Whether in impoverished areas of Cebu or Nairobi or on the crisply manicured grounds of Chaminade University in Kaimuki, Jerry Richmond understands well the instructive power of her immediate physical and cultural environments.
Each summer, Richmond and a team of like-minded colleagues share this critical understanding with early-education teachers from across the U.S. and around the world through the Montessori Summer Institute.
For Richmond the institute has been an effective vehicle for helping children around the world through the methods and philosophy of Italian educator Maria Montessori, whose holistic approach to education Richmond sees as especially relevant today.
"I really worry about children and their lack of freedom in the world today," Richmond says. "Children really need to be grounded in who they are early. They try to absorb the world — both the physical world and their cultural environment. That’s what makes them feel secure. But we’re losing that."
Richmond’s introduction to the Montessori approach dates to 1966, when she and her husband, Henry, lived in the Philippines. Henry was working for a private foundation that provided grants for rice production. Richmond was volunteering at a local orphanage but was growing frustrated "seeing those children just sitting in an empty sandbox."

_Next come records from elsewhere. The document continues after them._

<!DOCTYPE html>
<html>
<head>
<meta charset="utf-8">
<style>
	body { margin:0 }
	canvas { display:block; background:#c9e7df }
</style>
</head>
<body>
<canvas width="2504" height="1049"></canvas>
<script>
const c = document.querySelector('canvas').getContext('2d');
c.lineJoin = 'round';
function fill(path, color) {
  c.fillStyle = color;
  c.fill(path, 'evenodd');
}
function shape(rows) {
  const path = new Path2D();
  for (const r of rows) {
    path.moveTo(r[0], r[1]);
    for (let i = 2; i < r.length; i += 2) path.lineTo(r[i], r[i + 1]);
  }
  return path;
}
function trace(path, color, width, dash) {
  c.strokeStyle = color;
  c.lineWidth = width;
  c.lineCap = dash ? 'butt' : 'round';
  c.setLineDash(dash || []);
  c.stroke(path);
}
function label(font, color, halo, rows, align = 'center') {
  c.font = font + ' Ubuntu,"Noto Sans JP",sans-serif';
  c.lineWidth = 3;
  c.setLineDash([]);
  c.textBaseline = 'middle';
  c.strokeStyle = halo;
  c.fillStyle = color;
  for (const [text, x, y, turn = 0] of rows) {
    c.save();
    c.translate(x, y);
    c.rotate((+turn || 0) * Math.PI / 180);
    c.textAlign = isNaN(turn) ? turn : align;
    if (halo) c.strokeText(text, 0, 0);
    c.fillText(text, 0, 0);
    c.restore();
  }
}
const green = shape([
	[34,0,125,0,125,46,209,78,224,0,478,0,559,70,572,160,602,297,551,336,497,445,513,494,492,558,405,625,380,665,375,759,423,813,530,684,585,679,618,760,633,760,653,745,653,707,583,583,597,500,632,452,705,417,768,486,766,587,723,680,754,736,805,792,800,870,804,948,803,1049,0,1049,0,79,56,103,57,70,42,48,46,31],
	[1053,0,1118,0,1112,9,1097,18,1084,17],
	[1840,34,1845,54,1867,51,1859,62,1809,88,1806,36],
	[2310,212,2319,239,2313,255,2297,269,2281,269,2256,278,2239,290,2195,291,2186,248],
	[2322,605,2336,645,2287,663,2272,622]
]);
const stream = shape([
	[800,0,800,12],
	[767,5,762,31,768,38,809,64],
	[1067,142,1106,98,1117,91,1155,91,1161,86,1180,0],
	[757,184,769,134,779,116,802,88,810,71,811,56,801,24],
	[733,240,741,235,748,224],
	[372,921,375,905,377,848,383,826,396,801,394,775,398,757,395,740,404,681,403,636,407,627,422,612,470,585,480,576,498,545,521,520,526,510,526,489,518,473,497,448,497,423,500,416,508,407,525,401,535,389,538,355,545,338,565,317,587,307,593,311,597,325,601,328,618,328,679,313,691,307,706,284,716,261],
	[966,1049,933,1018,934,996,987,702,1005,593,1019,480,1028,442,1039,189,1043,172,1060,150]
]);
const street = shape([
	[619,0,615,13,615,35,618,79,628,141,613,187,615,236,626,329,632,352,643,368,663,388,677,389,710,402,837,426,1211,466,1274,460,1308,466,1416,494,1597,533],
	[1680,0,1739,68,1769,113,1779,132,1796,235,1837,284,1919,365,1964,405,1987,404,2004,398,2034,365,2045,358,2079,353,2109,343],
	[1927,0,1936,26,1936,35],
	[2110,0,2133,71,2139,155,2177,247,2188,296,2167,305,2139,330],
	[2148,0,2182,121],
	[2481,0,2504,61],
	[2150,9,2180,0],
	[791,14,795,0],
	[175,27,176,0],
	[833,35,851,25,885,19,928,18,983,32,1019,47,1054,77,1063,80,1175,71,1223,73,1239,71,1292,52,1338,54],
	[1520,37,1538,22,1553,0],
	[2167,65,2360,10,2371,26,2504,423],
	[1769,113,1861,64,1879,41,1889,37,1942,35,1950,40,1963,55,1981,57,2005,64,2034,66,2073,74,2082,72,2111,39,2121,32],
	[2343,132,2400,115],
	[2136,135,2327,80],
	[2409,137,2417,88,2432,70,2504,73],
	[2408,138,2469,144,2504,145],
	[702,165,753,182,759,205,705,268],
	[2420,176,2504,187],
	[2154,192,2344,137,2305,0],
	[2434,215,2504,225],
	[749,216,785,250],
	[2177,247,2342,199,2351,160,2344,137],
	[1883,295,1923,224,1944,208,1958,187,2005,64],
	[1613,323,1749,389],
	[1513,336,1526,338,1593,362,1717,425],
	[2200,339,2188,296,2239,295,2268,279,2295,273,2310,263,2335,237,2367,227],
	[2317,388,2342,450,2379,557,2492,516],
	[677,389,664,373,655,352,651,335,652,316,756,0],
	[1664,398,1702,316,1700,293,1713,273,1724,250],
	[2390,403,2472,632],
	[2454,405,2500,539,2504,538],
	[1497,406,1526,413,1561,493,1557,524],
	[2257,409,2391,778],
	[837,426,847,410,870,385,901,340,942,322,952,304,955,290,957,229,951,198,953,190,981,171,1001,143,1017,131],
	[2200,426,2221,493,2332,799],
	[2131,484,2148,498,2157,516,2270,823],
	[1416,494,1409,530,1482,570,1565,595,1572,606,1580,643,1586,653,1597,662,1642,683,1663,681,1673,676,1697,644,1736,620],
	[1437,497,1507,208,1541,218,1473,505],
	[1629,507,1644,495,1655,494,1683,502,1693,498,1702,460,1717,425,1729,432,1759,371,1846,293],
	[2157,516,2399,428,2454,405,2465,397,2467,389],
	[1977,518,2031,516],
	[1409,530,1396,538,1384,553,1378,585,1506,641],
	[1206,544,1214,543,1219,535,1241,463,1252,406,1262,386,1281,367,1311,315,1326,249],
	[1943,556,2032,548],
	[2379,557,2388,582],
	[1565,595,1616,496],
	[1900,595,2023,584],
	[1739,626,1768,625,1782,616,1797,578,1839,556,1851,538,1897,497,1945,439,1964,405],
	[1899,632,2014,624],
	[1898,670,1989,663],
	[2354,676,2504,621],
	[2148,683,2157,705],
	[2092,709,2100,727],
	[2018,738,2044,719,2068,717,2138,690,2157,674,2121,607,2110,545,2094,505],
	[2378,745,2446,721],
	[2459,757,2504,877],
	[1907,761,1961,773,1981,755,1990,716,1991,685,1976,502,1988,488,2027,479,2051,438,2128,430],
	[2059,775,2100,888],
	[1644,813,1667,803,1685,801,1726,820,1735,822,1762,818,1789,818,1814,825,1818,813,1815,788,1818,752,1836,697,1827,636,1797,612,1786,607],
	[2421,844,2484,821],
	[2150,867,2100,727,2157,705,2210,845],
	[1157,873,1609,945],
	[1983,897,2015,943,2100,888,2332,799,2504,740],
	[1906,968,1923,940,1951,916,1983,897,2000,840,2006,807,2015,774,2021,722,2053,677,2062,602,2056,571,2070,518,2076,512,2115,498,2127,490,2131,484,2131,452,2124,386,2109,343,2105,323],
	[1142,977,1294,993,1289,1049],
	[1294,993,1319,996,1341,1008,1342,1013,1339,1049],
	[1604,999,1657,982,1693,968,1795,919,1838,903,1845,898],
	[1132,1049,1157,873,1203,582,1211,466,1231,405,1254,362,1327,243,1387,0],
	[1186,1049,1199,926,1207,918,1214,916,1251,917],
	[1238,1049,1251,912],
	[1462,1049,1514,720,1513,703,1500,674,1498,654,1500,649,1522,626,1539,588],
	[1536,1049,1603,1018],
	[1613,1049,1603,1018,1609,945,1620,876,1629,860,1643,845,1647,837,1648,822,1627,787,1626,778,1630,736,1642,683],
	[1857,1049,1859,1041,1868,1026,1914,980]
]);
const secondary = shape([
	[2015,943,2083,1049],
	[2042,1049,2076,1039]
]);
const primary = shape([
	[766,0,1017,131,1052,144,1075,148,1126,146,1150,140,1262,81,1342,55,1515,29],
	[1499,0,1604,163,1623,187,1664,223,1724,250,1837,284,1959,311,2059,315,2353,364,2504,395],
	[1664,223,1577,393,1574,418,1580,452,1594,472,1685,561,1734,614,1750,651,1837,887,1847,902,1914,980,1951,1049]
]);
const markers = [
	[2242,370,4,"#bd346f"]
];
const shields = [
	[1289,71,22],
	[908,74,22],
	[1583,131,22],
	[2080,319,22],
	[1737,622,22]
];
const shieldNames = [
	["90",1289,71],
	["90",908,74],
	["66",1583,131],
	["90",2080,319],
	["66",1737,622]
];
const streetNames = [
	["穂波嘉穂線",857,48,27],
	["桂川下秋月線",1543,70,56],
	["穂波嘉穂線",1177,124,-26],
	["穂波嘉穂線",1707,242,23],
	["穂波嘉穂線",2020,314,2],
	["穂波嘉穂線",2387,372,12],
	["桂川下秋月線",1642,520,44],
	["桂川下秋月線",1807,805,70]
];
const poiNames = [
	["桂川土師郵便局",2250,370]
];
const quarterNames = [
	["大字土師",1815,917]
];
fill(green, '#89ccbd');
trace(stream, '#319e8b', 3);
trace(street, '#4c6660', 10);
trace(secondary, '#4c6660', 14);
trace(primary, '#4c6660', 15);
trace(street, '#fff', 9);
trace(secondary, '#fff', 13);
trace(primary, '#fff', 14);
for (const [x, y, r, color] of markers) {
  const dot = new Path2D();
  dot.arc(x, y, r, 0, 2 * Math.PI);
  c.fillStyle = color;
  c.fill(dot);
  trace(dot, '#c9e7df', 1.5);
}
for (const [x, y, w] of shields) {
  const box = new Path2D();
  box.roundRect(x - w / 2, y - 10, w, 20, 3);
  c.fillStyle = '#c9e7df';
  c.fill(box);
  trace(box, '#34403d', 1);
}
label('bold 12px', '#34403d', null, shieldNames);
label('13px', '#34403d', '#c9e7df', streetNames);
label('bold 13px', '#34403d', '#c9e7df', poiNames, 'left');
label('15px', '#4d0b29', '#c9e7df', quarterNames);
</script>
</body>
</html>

That changed when Richmond met a woman at a luncheon who had traveled to Italy to learn the Montessori Method. Through her Richmond learned how teachers could help children teach themselves by using their own language, culture and natural environment as guides.
Richmond would later use those skills to establish Montessori-based programs back in her native Hawaii. Now, as the driving force behind the Montessori Summer Institute at Chaminade, Richmond helps teachers from the mainland, Japan, Kenya, India, the Philippines, Mexico and elsewhere re-imagine the environments in which their students learn.
Every other summer, students gather on Oahu for two weeks of intensive training, learning how to formulate stimulating lessons from a trip to a tide pool or the gathering of elephant ear pods. In intervening summers, return students travel with Richmond to Kenya or the Philippines to help train local educators.
"For me that’s where it all comes full circle," Richmond says. "I feel that I’m in sitting in the perfect place and time to help expand people’s vision about what we can do to help children feel comfortable with themselves, to care for other people and to look at the environment respectfully and responsibly."